The question is therefore: How do we find already approved drugs that also help against mitochondrial diseases, especially since there are many subtypes of these diseases?
A very personalized approach is to take cells from diseased individuals. In these cells, the patient-specific cellular defects can be analyzed. A large collection of drugs is then tested on these cells to see if they improve these cellular defects.
Large drug databases already exist with several thousand drugs that can be used to perform these analyses on real cells from patients using high-throughput laboratory robotics.
Medicine has also made great progress with the cells themselves in the last 15 years. A major problem was that cells with a high energy demand, such as brain or heart cells, can be more strongly affected by mitochondrial diseases. However, it is very difficult to gently remove these cells from patients - especially children.
This problem was solved by a medical invention that was recognized by the Nobel Prize in 2012: the 'induced pluripotent stem cells (iPSC)'. In the development of a human, all cells start from a starting point, the 'embryonic stem cells', which then 'differentiates' into different cell types. The use of embryonic stem cells for research is however challenging and controversial in some countries. What scientists were able to show in 2006 was that you can take another cell from a human being, e.g. a skin cell, and 'reprogram' it to a state similar to an embryonic stem cells simply by increasing the expression of certain genes. With this method, one can, for example, reprogram a skin cell back into a iPSC cell, to then differentiate it into a brain or heart cell by adding other proteins again. In this way, after a simple skin biopsy of a patient, one can 'produce' a cell model that is able to generate brain or heart cells that contain the same nuclear and mitochondrial DNA of the original patient. These differentiated cells can then be tested against a drug database in the method described before.

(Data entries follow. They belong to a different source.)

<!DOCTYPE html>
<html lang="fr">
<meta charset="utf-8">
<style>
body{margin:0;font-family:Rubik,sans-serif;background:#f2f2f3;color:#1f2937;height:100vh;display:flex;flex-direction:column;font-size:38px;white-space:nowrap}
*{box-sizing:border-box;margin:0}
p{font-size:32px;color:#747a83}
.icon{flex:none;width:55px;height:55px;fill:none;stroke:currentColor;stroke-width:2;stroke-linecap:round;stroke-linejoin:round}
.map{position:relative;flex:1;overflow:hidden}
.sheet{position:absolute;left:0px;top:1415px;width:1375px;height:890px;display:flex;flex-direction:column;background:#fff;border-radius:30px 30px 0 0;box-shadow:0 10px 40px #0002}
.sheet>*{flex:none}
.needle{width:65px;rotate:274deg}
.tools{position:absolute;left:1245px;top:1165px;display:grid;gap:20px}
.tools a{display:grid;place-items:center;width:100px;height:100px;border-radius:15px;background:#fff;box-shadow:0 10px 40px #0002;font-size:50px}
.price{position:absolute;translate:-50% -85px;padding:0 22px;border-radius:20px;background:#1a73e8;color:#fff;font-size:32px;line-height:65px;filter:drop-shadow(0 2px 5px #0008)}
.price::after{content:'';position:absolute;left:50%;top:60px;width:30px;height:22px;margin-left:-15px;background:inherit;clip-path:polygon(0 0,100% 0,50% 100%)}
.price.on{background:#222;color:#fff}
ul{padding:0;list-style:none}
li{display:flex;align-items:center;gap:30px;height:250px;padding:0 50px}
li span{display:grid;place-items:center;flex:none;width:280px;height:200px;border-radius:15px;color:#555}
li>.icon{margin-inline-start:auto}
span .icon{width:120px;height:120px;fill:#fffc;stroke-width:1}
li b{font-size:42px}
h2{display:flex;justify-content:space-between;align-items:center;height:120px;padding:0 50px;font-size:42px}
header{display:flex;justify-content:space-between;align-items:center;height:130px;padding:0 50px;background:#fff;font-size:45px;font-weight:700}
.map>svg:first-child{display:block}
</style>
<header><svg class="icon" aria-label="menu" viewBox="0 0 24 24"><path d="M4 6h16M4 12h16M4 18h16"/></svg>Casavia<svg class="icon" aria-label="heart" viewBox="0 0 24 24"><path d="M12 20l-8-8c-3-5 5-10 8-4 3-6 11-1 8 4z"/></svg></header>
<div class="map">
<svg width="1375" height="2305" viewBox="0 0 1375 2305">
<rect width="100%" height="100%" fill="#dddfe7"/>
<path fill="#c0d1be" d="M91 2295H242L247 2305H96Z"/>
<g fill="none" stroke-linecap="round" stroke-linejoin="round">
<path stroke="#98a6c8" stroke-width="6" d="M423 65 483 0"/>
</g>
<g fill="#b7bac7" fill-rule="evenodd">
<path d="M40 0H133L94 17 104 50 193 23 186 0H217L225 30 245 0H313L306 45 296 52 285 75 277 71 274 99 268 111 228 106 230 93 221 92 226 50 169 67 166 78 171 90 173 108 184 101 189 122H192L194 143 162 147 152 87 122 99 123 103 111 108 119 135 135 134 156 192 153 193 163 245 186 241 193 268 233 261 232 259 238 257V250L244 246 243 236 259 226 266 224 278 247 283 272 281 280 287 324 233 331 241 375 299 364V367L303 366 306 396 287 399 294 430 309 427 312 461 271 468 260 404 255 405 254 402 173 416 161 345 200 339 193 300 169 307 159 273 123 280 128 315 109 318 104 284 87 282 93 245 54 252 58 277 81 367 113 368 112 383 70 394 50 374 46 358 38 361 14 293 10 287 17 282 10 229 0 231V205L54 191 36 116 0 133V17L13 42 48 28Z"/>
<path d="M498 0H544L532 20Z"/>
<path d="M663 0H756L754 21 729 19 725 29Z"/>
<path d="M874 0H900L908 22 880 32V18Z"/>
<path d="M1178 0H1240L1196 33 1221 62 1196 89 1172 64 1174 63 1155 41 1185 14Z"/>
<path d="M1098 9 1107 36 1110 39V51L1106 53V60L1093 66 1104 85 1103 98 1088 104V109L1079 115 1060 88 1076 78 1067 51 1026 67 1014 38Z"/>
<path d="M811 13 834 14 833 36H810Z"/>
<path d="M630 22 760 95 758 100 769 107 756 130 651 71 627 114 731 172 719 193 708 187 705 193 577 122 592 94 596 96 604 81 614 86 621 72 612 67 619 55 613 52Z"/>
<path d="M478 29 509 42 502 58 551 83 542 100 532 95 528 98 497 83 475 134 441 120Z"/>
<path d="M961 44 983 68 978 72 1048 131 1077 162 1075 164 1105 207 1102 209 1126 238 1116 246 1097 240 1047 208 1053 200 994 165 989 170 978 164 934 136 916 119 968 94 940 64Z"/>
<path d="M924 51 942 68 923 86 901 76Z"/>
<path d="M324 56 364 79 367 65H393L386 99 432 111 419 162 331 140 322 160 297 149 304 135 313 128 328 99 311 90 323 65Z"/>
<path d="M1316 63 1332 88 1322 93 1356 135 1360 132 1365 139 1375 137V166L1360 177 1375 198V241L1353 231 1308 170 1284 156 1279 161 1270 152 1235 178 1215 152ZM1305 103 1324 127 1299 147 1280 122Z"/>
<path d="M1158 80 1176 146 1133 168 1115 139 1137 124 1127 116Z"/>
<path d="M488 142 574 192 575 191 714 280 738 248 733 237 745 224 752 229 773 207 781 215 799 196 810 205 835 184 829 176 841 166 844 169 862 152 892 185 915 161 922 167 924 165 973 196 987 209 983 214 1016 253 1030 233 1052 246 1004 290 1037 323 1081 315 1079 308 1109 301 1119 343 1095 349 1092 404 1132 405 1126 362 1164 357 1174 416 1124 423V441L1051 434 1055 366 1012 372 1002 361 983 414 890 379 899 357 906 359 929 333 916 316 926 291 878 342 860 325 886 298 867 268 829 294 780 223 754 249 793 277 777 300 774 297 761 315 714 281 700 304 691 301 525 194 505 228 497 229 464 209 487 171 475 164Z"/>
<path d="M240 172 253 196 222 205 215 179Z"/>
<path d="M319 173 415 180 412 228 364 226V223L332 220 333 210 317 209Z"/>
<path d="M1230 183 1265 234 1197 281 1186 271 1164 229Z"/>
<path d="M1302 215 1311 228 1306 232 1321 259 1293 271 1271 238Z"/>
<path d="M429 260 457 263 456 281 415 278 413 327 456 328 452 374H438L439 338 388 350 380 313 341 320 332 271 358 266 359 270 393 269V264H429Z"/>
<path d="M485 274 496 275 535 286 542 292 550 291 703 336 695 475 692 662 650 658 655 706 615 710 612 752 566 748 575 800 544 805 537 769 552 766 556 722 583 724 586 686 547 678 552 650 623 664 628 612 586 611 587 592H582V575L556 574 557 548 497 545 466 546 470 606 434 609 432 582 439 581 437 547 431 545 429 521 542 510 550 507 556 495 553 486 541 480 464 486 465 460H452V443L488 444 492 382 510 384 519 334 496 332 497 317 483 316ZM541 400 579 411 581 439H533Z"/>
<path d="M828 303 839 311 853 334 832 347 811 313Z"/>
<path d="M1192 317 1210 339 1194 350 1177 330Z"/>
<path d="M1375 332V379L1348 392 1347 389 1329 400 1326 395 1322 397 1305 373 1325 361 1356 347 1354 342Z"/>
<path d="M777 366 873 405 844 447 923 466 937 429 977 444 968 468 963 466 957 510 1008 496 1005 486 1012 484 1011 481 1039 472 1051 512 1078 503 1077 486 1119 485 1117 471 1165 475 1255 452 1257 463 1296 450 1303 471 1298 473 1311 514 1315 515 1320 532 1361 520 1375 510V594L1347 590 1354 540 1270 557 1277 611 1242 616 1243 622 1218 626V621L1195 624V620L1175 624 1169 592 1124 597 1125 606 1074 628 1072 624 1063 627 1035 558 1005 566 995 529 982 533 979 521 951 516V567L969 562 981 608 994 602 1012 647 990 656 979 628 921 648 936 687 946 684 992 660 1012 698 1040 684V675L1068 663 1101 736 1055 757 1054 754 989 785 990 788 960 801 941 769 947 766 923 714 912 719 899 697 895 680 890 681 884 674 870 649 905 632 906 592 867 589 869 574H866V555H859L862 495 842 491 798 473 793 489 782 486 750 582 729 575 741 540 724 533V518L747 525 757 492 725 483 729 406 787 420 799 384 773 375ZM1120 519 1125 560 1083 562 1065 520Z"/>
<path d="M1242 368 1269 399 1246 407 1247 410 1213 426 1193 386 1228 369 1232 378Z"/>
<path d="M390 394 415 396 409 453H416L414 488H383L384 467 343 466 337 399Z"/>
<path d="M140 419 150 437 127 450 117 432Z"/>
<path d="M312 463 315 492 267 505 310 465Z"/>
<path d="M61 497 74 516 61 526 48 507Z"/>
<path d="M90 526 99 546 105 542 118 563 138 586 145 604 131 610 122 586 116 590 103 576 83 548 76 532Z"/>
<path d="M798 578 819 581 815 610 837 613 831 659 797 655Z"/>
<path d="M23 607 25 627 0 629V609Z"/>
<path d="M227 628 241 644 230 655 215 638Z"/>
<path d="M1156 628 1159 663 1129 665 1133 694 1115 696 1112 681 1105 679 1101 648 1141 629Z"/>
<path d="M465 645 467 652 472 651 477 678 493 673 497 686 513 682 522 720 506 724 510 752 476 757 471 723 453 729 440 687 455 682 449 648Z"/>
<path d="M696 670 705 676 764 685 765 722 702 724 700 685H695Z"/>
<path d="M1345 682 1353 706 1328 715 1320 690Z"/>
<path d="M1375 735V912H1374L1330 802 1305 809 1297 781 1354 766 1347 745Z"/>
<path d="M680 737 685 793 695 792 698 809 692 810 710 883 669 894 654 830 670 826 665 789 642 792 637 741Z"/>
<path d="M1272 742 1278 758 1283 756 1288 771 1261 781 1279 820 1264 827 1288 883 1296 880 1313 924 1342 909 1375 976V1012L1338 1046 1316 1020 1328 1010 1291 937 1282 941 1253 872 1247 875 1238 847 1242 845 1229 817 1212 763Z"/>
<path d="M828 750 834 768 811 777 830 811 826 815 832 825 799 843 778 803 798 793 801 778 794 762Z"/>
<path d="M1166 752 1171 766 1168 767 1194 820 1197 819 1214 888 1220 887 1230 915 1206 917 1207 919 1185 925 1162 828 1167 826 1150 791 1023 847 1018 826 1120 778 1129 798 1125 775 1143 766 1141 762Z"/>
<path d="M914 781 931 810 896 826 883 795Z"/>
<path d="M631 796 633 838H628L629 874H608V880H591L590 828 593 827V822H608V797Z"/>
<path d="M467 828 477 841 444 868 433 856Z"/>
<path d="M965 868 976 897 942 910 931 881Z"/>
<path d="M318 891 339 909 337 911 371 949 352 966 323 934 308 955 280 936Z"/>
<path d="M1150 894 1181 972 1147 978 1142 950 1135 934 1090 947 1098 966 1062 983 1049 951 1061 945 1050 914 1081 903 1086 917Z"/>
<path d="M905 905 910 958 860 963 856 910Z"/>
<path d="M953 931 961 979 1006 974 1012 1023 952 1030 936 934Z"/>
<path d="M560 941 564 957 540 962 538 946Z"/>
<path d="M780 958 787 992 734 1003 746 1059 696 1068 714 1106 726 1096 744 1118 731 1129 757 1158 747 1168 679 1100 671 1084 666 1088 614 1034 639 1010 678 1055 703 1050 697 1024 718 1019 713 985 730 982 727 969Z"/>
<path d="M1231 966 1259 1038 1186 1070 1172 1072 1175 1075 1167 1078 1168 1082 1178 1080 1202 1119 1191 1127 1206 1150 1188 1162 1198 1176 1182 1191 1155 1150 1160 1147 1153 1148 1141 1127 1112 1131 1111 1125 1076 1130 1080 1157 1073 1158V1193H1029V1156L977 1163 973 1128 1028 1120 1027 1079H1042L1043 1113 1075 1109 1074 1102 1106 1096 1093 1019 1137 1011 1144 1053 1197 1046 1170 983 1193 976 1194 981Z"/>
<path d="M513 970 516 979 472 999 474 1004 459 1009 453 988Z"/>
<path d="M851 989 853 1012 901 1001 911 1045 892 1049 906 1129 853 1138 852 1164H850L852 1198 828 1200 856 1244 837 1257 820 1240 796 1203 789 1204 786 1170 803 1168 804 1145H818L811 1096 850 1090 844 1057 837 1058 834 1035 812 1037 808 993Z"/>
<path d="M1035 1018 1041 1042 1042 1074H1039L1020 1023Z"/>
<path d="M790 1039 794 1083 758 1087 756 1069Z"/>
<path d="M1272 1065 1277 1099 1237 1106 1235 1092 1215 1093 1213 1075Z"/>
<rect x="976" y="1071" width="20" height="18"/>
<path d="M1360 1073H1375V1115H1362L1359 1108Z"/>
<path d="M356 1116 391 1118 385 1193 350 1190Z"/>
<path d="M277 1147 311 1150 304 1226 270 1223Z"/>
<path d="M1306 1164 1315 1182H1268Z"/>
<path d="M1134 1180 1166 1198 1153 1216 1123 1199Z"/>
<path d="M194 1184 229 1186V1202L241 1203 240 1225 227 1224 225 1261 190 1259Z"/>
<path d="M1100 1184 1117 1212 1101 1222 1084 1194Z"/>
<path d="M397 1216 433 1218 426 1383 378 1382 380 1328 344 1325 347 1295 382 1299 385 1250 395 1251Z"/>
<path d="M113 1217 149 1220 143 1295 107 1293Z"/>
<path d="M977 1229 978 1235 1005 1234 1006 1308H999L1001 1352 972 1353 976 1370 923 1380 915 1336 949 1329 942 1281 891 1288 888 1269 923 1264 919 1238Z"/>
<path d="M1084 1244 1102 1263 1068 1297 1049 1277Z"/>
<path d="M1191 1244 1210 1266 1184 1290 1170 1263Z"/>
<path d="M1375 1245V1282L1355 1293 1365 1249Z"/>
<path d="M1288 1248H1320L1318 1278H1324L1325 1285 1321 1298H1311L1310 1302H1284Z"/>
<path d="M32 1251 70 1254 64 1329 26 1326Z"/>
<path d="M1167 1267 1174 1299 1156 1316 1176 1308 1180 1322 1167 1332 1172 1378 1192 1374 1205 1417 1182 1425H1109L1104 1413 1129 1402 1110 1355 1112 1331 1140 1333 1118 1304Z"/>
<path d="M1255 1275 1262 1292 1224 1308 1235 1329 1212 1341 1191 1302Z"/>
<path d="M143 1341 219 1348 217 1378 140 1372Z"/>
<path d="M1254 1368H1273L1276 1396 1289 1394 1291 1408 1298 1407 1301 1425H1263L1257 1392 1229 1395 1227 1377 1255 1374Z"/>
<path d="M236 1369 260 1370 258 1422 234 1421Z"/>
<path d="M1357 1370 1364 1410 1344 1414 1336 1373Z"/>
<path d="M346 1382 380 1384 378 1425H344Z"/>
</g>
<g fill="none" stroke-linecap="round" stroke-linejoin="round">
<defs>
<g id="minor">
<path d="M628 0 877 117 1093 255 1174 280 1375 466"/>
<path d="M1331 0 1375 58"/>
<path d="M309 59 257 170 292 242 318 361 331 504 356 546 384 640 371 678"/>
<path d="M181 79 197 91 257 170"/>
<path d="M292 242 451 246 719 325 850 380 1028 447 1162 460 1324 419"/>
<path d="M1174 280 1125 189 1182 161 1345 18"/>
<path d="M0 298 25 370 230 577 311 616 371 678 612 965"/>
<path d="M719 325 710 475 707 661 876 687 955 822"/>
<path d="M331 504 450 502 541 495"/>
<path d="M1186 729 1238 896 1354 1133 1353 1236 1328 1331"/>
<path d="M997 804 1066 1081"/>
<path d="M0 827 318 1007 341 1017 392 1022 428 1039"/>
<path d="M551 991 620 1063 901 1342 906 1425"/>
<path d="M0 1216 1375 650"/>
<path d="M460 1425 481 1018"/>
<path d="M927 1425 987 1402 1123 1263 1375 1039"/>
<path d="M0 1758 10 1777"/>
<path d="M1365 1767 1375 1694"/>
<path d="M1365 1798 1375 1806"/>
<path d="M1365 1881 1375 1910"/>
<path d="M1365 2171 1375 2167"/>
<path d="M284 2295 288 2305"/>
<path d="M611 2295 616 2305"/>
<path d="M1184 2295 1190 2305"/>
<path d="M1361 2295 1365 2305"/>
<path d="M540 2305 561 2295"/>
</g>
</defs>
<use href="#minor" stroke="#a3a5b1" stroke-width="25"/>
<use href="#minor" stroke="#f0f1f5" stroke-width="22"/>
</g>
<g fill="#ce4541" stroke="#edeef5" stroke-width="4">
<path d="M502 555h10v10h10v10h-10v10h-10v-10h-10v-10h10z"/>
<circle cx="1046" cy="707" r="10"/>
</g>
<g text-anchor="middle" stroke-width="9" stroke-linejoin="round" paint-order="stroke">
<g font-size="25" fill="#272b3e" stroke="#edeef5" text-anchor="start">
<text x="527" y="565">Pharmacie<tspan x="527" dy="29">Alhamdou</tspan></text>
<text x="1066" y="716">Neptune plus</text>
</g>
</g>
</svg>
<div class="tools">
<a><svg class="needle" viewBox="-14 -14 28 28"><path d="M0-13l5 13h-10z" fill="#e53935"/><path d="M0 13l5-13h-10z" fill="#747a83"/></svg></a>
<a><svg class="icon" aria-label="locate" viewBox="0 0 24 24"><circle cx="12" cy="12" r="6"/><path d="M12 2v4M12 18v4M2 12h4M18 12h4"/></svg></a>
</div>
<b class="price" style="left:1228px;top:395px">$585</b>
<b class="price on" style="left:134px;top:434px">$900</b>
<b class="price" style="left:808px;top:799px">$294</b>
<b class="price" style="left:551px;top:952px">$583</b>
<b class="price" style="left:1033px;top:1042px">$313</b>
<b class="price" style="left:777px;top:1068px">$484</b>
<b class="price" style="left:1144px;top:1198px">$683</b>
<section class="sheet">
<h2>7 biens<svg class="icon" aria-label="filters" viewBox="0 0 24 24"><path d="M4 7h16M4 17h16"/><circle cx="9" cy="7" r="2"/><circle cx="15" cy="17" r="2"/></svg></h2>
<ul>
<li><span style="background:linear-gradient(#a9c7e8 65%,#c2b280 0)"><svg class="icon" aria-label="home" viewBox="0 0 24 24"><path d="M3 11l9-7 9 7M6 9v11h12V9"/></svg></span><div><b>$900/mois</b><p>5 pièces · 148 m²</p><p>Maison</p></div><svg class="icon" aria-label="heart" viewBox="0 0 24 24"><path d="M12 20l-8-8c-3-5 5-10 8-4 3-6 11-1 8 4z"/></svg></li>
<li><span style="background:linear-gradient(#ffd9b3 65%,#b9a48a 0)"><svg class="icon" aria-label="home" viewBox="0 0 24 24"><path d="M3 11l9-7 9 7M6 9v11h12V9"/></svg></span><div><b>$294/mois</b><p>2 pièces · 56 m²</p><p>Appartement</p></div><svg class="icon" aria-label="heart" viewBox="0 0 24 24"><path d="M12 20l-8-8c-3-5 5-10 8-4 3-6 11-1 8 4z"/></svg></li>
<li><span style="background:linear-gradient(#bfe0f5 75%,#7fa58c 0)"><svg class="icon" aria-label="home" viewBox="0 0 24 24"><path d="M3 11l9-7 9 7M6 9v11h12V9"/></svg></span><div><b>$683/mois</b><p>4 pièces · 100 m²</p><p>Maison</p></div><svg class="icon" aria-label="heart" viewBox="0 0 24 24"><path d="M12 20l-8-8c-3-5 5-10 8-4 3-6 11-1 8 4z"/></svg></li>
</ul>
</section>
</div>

Already in 2017, this approach was piloted for a group of mitochondrial diseases. In the pilot study, a specific drug was identified from a group of several hundred drugs as a potential treatment candidate. The drug is now being tested for its efficacy in this disease in a first trial with a cohort of patients. The initial results were very positive.
In the meantime, a European research project is underway to further investigate this approach with the largest publicly available drug database and further cell analysis technologies on this group of mitochondrial diseases in order to identify further drugs, possibly with even better efficacy.
The way forward
The two research directions presented here are just examples of a large number of different approaches being researched worldwide. They also show the great progress that has been made in medicine over the last 15 years, which has made therapeutic and curative options possible in the first place. Research funding is a key factor in determining how quickly progress can be made.
Better funding of this research can make a huge difference on many levels. It funds the researchers themselves, the expensive lab equipment, expensive clincial trial applications, improved use of patient registries, and the like.
The core mission of the MitoHelp Foundation is to fund this research.